Moçambique recebeu um prémio de seguro de 2 milhões de dólares para protecção contra secas, cobrindo a temporada agrícola de 2025-2026, marcando o terceiro ano consecutivo de cobertura do país pelo programa de financiamento de riscos de desastres do Banco Africano de Desenvolvimento
O prémio foi anunciado durante o Fórum de Financiamento de Riscos Climáticos e de Desastres (CDRFI) de 2025, realizado de 14 a 16 de Outubro com o tema “Construir a resiliência de África através de financiamento e seguros transformadores de riscos climáticos e de desastres”. O fórum foi organizado conjuntamente pelo governo de Moçambique e pelo Banco Africano de Desenvolvimento para promover o financiamento de riscos de desastres do ADRiFi no continente.

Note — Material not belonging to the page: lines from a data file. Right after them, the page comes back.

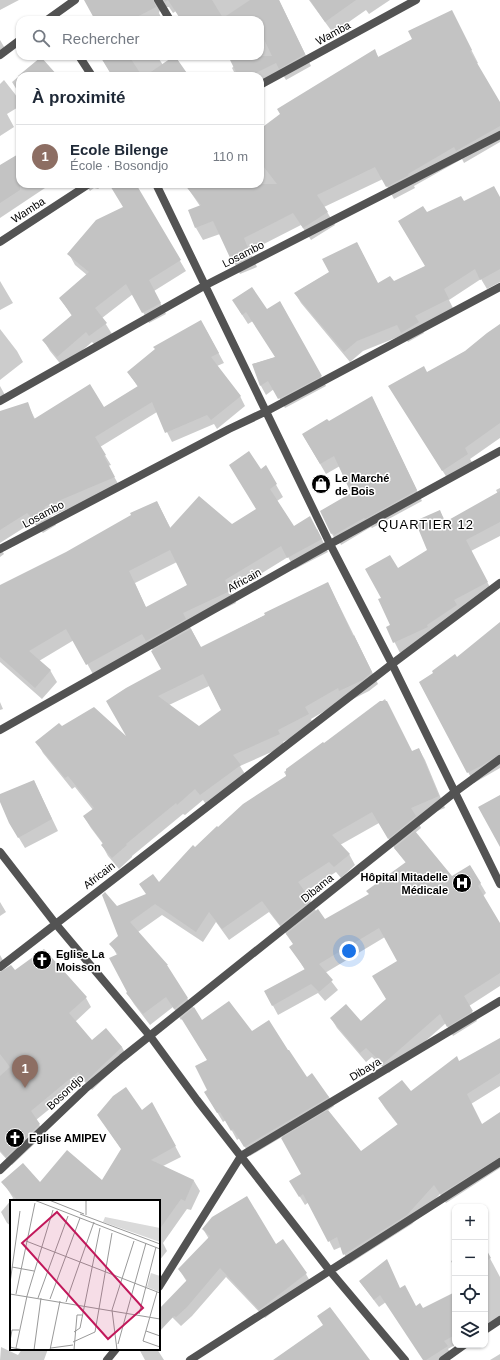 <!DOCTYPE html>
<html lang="fr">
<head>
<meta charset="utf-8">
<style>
	body { margin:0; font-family:Helvetica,sans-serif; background:#f2f2f3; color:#1f2937 }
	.controls { position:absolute; right:12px; bottom:12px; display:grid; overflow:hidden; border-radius:8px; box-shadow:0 1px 3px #0004 }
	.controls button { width:36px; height:36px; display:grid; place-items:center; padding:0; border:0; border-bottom:1px solid #e0e1e3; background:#fff; color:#1f2937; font:20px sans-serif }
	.you { position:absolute; left:349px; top:951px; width:14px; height:14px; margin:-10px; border:3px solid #fff; border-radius:50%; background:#1a73e8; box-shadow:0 0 0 6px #1a73e833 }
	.badge { display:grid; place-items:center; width:26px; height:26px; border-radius:50%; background:#000; color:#fff; font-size:13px; font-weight:700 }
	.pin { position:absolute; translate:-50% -33px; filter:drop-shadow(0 1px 2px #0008) }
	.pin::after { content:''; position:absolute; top:21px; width:14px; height:12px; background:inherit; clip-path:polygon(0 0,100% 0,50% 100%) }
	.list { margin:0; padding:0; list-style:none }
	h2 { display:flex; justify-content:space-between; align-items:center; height:52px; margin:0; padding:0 16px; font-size:17px }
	h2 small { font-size:13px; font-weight:400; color:#747a83 }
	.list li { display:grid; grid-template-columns:26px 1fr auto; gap:12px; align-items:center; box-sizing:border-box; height:64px; padding:0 16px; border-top:1px solid #e0e1e3 }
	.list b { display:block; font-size:15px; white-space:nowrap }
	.list p { margin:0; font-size:13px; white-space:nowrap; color:#747a83 }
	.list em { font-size:13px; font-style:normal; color:#747a83 }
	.icon { flex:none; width:22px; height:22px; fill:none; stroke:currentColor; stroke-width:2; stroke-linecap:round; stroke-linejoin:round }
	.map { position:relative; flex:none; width:500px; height:1360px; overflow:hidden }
	.search { position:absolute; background:#fff; box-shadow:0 1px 3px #0004; left:16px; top:16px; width:248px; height:44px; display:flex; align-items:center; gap:10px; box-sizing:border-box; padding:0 14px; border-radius:12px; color:#747a83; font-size:15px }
	.panel { position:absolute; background:#fff; box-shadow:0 1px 3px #0004; left:16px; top:72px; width:248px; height:116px; border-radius:12px }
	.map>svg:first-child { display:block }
	.shadow { fill:#0003; fill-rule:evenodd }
	.building { fill:#c3c3c3; fill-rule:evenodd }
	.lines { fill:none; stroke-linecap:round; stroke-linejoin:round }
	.lane { stroke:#535353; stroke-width:8 }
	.street { stroke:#535353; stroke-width:8 }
	.labels { text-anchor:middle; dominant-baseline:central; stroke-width:3; stroke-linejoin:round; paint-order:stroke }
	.street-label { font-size:11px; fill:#000; stroke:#fff }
	.poi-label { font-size:11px; font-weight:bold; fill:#000; stroke:#fff; text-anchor:start }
	.quarter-label { font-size:13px; letter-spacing:1px; fill:#000; stroke:#fff }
	.inset-road { fill:none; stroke:#999; stroke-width:1 }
	.view { fill:#c2185b; fill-opacity:0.15; stroke:#c2185b; stroke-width:2 }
	.inset-edge { fill:none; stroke:#000; stroke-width:2 }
</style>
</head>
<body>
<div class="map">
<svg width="500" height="1360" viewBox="0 0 500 1360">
	<rect width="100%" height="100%" fill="#fff"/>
	<!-- shadow -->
	<path class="shadow" d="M0,0h19l-19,10z
		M97,0h182l32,66 -25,14 -3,-5 -23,11v-10h-24l-4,-8 2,-2 -5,-10h31v-36h-79l-5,-9 -3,2 -4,-6h-8l-2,6 3,6 -3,1h-63z
		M309,0h81l-21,14 -3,-4 -33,23z
		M452,12l26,51 -2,1 24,40v38l-36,21 -2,-4 -48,27 1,2 -21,11 -11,-20 -59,28 11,18 -24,15 -10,-15 -51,26 7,16 -17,7 -20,-40 -17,6 -7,-12 4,-22 -15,-22h75v-54l114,-80 5,8 34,-19z
		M0,40l6,10 -6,5z
		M100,56h57l6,9 25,11h-75z
		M41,58l15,18h-36v19l-8,-13z
		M4,80l11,14 5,8v4l-13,8 7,13 -14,9v-52z
		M20,154v30h27l1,2 -48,32v-52z
		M85,184h20l-7,5 -4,-1 -4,3z
		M135,185l51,86 -32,20 12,23 -17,9 -16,-29 -31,24 10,16 -16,12 -4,-4 -29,25 -13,-16 -6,-10 28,-25 -12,-18 27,-23 -12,-10 -6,-11 55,-47z
		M500,198v84l-13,7 -6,-10 -32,21 5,10 -34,17 4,6 -16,9 -5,-7 -40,16 -13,11 -49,-59 -6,-10 35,-21 27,-29 21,41 15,-1 33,-17v-52l38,-12z
		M0,281l13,22 -13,7z
		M280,302l46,84 -41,22 -11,-19 -8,6 -5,-9 -8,-22 23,-7 -23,-36 -5,3 -9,-14h28z
		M500,328v110l-30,21 4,6 -25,16 -53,-84 31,-24 39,-22z
		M0,329l17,22 6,11 -23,18z
		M206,330l18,33 -7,3 23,30 5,10 -28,23 -3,-5 -42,18 -15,-30 -57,35 11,18 -3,1 12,21 -69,29 5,9 -13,8 -10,-11 -33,21v-116l27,-24 8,16 69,-11 34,-21 -10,-15z
		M0,386l5,9 -5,3z
		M372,397l50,104 -50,27 -1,-1 -30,18 -1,-2 -2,1 -6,-10 -11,-23 32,-17 -13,-28 -14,8 -23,-39 25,-12z
		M266,467l17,30 -6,4 17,26 23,2 11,23 -33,17 -7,-12 -57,35 5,11 -47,22 12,23 127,-65 50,101 -9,7 -22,11 -2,-3 -34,20 3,7 -31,16 2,4 -45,20 7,11 -40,29 -4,-6 -18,15 -2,-1 -51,42v1l-13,12 -11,-13 -6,-11 1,-1 -12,-16 -7,-11 9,-7 -18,-23 -3,2 -29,-36 -6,-11 25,-14 67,12 33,-71 -12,-24 -56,31 -20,-36 -35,21 11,9 7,12 -15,17 -42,-37v-75l66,-34 91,-51 14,27 61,-4 25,-15 3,-40zM177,562l11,23 -42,23 -11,-25zM209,686l13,25 -23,16 -30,-22z
		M500,488v48l-29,15 22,42 -34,18 3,5 -30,20 -32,17 -13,-26 4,-2 -9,-26 16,-29 31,-19 11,-39 6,10 52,-28 -2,-4z
		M0,547l4,7 -4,3z
		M500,629v139l-26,15 -54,-100z
		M385,699l27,53 7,-3 6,11 20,48 -28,11 4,9 -6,5 37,44 18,-11 16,27 -3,3 17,29v61l-31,20 8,15 -24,15 -7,-13 -57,50 -17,-16 -6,5 -29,-34 -6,-10 29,4 27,-23 11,-38 -13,-24 -60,36 13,17 -13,11 -7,-8 -40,22 -13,-24 40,-21 -14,-23 3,-2 -6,-10h-1l-18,-23 -40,28 -13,-18 -13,20 -41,-27 -24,17 35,45 29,44 49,12 37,19 19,26 22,19 5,9 -7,5 34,42 37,-28 -13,-17 -6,-9 32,-6 48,-31 41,-23v47l-29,18 11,21 18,-12v55l-54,35 -6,-9 -28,30 -63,40 -8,-17 -7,3 -25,-48 -4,3 -15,-24 12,-7 -20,-37 -32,19 -10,-18 -3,2 -11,-20 -3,2 -18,-30 3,-1v-30l-25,-43 -2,2 -8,-13 -23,18 -16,-21 -7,-11 1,-1 -11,-37 -6,-11 9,-8 -3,-29 30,-12 71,-67 69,-51 -3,-5 39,-28v1zM379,823l16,26 11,14 -36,32 -45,26 -9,-10 -11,-19 31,-20 5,6 14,-13 -6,-11 -9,-9z
		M0,702l3,7 -3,1z
		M34,781l24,50 -33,17 -15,-25 -10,-24v-4z
		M0,902l6,10 -6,4z
		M44,951l42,47 5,9 -16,15 17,20 13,-12 17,17 5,10 -35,33 -8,-9 -48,39 9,14 -33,31 -12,-13v-159z
		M0,955l4,7 -4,3z
		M142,1111l16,3 23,43 -18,9 31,15 6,10 -9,19 -4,-1 -24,34 4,8 -8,10v-60h-148v25l-4,-3 -6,-11 12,-14 -10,-16 37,2 62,-3 20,-31 -24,-35z
		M203,1229l72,17 31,28 5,9 -46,35 -39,-41 -34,39 -11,10 -11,-11 17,-33 -8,-13 30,-30z
		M485,1249l15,28v47l-15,6z
		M455,1259v10l-4,-8z
		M360,1282l40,7 16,18 7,2 32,-16v52l-7,4 4,6 -9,5h-19l-38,-58 -7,5z
		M1,1347l17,8 4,-6h26l-4,11h-44z
		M139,1349h18l7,11h-19z
		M500,1354v6h-10z"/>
	<!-- building -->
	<path class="building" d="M84,0h69l3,7 -25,13h-36z
		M164,0h48l11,18 27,-18h29l26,54 -26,15 -3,-6 -26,13h-12l-10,-20h44l-12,-25v-11h-79l-13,-20 -3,2z
		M310,0h46l-31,22z
		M452,10l20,40 -2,1 30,51v24l-44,25 -2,-4 -46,27 1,1 -23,12 -11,-20 -58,28 11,17 -25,16 -10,-15 -49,25 4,10v7l-16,7 -19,-41 -18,7 -7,-18 13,-5 -17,-21h93l-17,-22v-33l20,-15 -3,-5 98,-60 3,8 34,-18 -4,-8z
		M100,56h29l13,20h-30z
		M174,56h1l14,20h-44z
		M41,57l17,19h-40z
		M20,153v37l-20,13v-38z
		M109,184h27l45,76 -32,20 12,23 -19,10 -16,-29 -31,24 12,15 -18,13 -3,-4 -29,25 -15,-17 30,-25 -13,-17 30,-26 -22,-18 29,-34 27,-13z
		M494,186l6,11v72l-20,11 -5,-11 -31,20 5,10 -34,17 4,6 -18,11 -4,-8 -40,16 -13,11 -50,-59 35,-21 -7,-13 35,-17 21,41 12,-7 4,5 31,-15 -27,-45 25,-15 4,6 34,-16 3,5z
		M252,287l15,22 13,-8 42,75 -44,23 -10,-18 -8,5 -8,-22 23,-7 -29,-45 -4,3 -10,-15z
		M201,320l18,33 -8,4 30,39 -30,24 -4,-5 -42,18 -13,-31 -57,35 11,18 -2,1 11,21 -71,30 7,7 -4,4 -10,5 -10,-10 -27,17v-119l28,-9 6,17 56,-35 14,23 34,-21 -11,-14 28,-23 -2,-2z
		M500,324v99l-35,25 3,6 -26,17 -54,-85 36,-20 3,6 38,-21 22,-18z
		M372,396l45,94 -52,29 -1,-1 -30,17 -1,-2 -2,1 -11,-23 31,-18 -17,-37 -14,8 -18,-30 25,-15 2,2z
		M249,451l12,18 5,-4 11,19 -7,5 24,37 16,-10 12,23 -35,19 -6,-12 -56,34 5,11 -47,22 3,6 -40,22 -4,-7 -56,31 -20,-36 -37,22 22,19 -16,18 -35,-31v-72l66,-33 65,-37 -1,-2 27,-12 13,27 29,-32 33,28 24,-15 -27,-44zM170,550l17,35 -41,22 -17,-36z
		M500,491v31l-34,18 22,42 -34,18 3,5 -30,20 1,2 -35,16 -7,-16 4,-2 -12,-26 3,-1 -16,-29 25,-14 8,13 29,-18 -12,-29 25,-11 5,12z
		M328,582l25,54 1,-1 18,37 -9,8 -24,11 -1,-3 -33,19 4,7 -31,16 2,4 -47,21 8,10 -41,30 -5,-6 -18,16 -1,-2 -50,41 1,1 -15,13 -11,-13 2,-2 -20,-27 11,-8 -26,-32 -3,2 -30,-36 24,-19 3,3 32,-19 32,29 -20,-35 20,-13 35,-19 -10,-18 40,-22 10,18 64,-32 -1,-2zM203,674l18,36 -22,16 -41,-30z
		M500,622v132l-19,12 -14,7 -48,-91 14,-9 -1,-2 23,-17 2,3z
		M380,701h7l25,50 7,-3 20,48 -28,12 5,8 -28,23 -16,-27 -40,23 18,19 -16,13 -5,-5 -31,20 13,18 -31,25 -18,-24 -40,28 -13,-17 -13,20 -41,-28 -25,18 38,43h-1l21,33 -14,11 -8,-12 -23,17 -17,-21 1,-1 -18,-34 9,-4 -9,-10 9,-8 -16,-41 3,-3 12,14 29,-12 -7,-10 14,-10 6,8 34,-37 2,2 22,-21 1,1 25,-23 43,-28v-7l37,-27 1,1z
		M34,780l18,39 -34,19 -9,-15 -9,-21v-8z
		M500,795v52l-22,-40z
		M415,831l37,45 18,-11 11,18 -3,3 22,37v50l-36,23 9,15 -26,16 -7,-13 -57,50 -17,-16 -6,5 -30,-35 16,-14 15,17 25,-22 -14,-23 25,-15 -18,-33 -60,36 14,16 -14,12 -8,-8 -39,22 -8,-15 41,-22 -16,-22 4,-3 -7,-10 32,-25 7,10 44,-25 -3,-3 40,-29 -12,-14z
		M44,949l43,48 -18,16 23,27 14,-12 16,19 -36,34 -8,-9 -47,39 9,13 -34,33 -6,-7v-74l10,-9 -10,-13v-82l11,-7 4,5z
		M229,1001l23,30 17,-11 19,30h1l18,27 5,-4 17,24 -85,50 -11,-18 -2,2 -11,-19 -3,1 -13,-21 3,-2 -12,-24 12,-6 -26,-42 13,-11 8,13z
		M500,1038v35l-33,21 15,30 18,-12v45l-60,37 -6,-9 -27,30 -64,40 -6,-18 -9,5 -25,-48 -4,3 -10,-16 12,-7 -20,-36 47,-28 33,41 37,-27 -20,-26 24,-18 9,11 46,-35 2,5z
		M126,1087l16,23 10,-8 24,44 -25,14 43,20 -9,21 -4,-2 -22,31v-29h-141l-17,-19 22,-19 17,19 27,-32 35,30 19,-31 -24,-34 16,-19z
		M247,1196l29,48 7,-5 24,34 -48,37 -39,-42 -33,39 -11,10 -2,-1 -15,16v-23l28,-29 -9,-11 32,-33 -8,-7 10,-12z
		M485,1247l6,11 -6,4z
		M387,1259l13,29 5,-3 11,21 4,-3 3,5 32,-16v43l-11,6 4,5 -22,14h-3l-43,-65 -6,5 -15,-19z
		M330,1307l40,53h-97l50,-35 -6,-9z"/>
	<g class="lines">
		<!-- lane -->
		<path class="lane" d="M158,0l12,20"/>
		<!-- street -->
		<path class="street" d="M47,20l28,-20
			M0,55l20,-15
			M79,56l13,20
			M260,85l156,-85
			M156,184l174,360 62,120 108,220
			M0,242l89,-58
			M0,401l204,-115 296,-151
			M0,549l229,-120 36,-17 235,-125
			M0,730l330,-186 170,-93
			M0,852l55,71 95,113 47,64 133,171 75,89
			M0,967l392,-303 108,-81
			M0,1170l85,-81 37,-31 333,-266 45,-33
			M159,1287l82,-131 259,-155
			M485,1330l15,-10
			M107,1360l9,-11
			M190,1360l310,-198
			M443,1360l21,-15"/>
	</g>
	<!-- icons -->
	<defs>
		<g id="shop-disc" transform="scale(1)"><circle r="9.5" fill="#000" stroke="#fff"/><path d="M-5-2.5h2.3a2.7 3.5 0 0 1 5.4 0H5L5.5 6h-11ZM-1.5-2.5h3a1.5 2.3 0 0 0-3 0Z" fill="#fff"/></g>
		<g id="hospital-disc" transform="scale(1)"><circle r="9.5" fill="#000" stroke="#fff"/><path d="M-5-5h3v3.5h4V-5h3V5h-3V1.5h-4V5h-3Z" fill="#fff"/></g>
		<g id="church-disc" transform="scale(1)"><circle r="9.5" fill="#000" stroke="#fff"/><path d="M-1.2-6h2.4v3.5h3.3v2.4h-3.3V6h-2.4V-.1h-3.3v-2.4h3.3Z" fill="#fff"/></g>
	</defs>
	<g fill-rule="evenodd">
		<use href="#shop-disc" x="321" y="484"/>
		<use href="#hospital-disc" x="462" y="883"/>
		<use href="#church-disc" x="42" y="960"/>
		<use href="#church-disc" x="15" y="1138"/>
	</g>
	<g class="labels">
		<!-- street labels -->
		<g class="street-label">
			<text transform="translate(333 33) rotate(-29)">Wamba</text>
			<text transform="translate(28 210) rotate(-33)">Wamba</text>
			<text transform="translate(243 254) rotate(-27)">Losambo</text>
			<text transform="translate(43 514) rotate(-28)">Losambo</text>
			<text transform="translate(244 580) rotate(-29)">Africain</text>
			<text transform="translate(99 875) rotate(-38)">Africain</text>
			<text transform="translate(317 888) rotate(-39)">Dibama</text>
			<text transform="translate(365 1069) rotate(-31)">Dibaya</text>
			<text transform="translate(65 1092) rotate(-43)">Bosondjo</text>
		</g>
		<!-- poi labels -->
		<g class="poi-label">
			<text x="335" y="478">Le Marché<tspan x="335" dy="13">de Bois</tspan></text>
			<text x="448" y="877" text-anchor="end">Hôpital Mitadelle<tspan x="448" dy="13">Médicale</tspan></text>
			<text x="56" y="954">Eglise La<tspan x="56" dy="13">Moisson</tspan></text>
			<text x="29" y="1138">Eglise AMIPEV</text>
		</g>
		<!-- quarter labels -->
		<g class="quarter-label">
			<text x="426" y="524">QUARTIER 12</text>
		</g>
	</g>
	<!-- overview -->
	<g transform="translate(10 1200)">
		<rect width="150" height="150" fill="#fff"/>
		<path d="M95,17l55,11v14l-57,-20z" fill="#dadada"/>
		<path d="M141,73l9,3v16l-13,-5z" fill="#dadada"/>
		<path class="inset-road" d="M24,0l126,49M39,0l35,14M70,14l80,30M76,15v-15M16,41l134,52M2,67l22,4M0,83l10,-72M147,92l-14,49 17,6M0,94l150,25M6,94l19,-91M28,98l30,-82M40,99l30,-81M56,102l28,-80M129,114l17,-67M136,131l14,5M64,132l6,-4 20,-100M0,141l2,-11h7M63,142l22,-10 17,-99M108,144l28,-101M0,147l13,3M6,148l11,-52 26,-86M41,148l22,-3M24,150l7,-52M40,150l10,-49M64,150l3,-35h5M107,150l-5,-40 22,-69"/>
		<path class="view" d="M47,12l86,96 -35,31 -86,-96z"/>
		<rect width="150" height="150" class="inset-edge"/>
	</g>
</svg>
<div class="controls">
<button>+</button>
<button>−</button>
<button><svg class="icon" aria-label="locate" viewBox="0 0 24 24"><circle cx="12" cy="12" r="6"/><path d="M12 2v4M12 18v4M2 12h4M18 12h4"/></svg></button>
<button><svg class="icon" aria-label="layers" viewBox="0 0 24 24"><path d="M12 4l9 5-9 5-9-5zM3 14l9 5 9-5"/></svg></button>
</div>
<div class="you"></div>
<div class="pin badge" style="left:25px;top:1088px;background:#8d6e63">1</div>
<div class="search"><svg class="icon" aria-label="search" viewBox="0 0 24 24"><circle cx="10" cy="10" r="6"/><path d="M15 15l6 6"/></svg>Rechercher</div>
<section class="panel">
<h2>À proximité<small></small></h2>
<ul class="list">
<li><span class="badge" style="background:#8d6e63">1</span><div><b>Ecole Bilenge</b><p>École · Bosondjo</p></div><em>110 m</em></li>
</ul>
</section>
</div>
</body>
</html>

O anúncio oficial é de que Moçambique recebe o prémio de seguro de 2 milhões de dólares para protecção contra secas, com o Programa Africano de Financiamento de Riscos a atingir os 150 milhões de dólares.
Agências escrevem que no âmbito do ADRiFi, o Banco Africano de Desenvolvimento fornece financiamento e subsidia prémios de seguro para os países africanos participantes, ao mesmo tempo que reforça a sua capacidade de gerir os riscos climáticos. O Grupo Africano de Capacidade de Risco (ARC) fornece o seguro de risco soberano e garante pagamentos rápidos quando os limiares de catástrofes são activados, enquanto os países doadores, incluindo o Reino Unido, Suíça, Canadá, Noruega e Países Baixos, contribuem com financiamento através do Fundo Fiduciário Multidoadores para apoiar a implementação do programa.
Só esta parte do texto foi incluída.